[Saved entries]
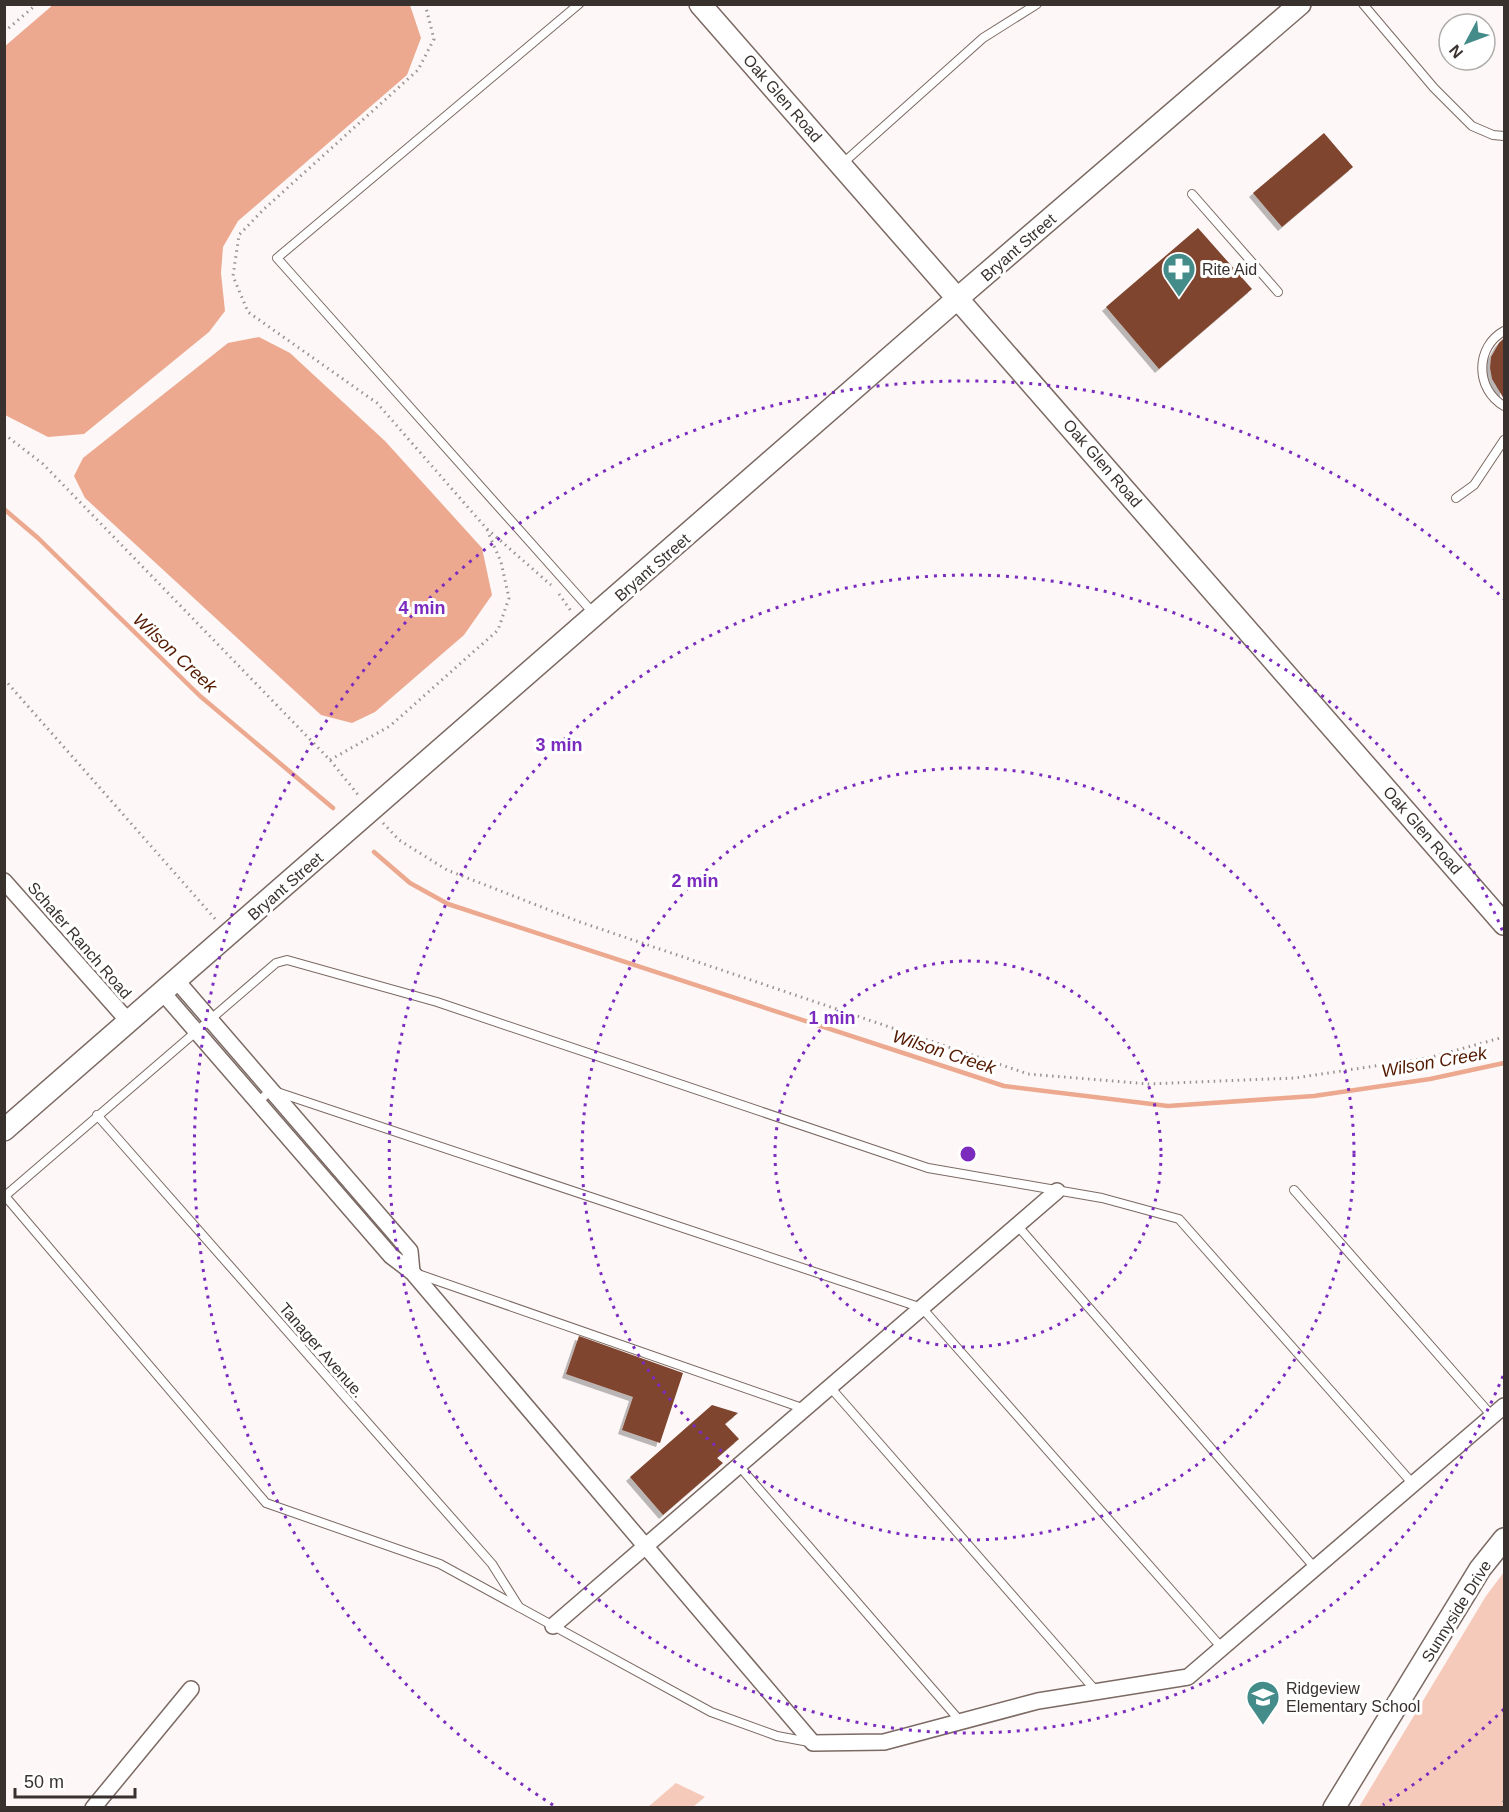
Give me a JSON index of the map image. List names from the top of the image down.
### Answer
{
  "streets": {
    "main road": ["Oak Glen Road", "Bryant Street", "Sunnyside Drive"],
    "street": ["Schafer Ranch Road"],
    "lane": ["Tanager Avenue."]
  },
  "crossings": [
    ["Oak Glen Road", "Bryant Street"],
    ["Bryant Street", "Schafer Ranch Road"]
  ],
  "water": ["Wilson Creek"],
  "places": {
    "pharmacy": ["Rite Aid"],
    "school or university": ["Ridgeview Elementary School"]
  },
  "scale_bar": "50 m",
  "north": "bottom left",
  "rings": [
    "4 min",
    "3 min",
    "2 min",
    "1 min"
  ]
}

**YOUR TASK:** Transcribe all of the records above character for character. Exclude the pictures.

**EXERCISE ANSWER:**
Give me a JSON index of the map image. List names from the top of the image down.
### Answer
{
  "streets": {
    "main road": ["Oak Glen Road", "Bryant Street", "Sunnyside Drive"],
    "street": ["Schafer Ranch Road"],
    "lane": ["Tanager Avenue."]
  },
  "crossings": [
    ["Oak Glen Road", "Bryant Street"],
    ["Bryant Street", "Schafer Ranch Road"]
  ],
  "water": ["Wilson Creek"],
  "places": {
    "pharmacy": ["Rite Aid"],
    "school or university": ["Ridgeview Elementary School"]
  },
  "scale_bar": "50 m",
  "north": "bottom left",
  "rings": [
    "4 min",
    "3 min",
    "2 min",
    "1 min"
  ]
}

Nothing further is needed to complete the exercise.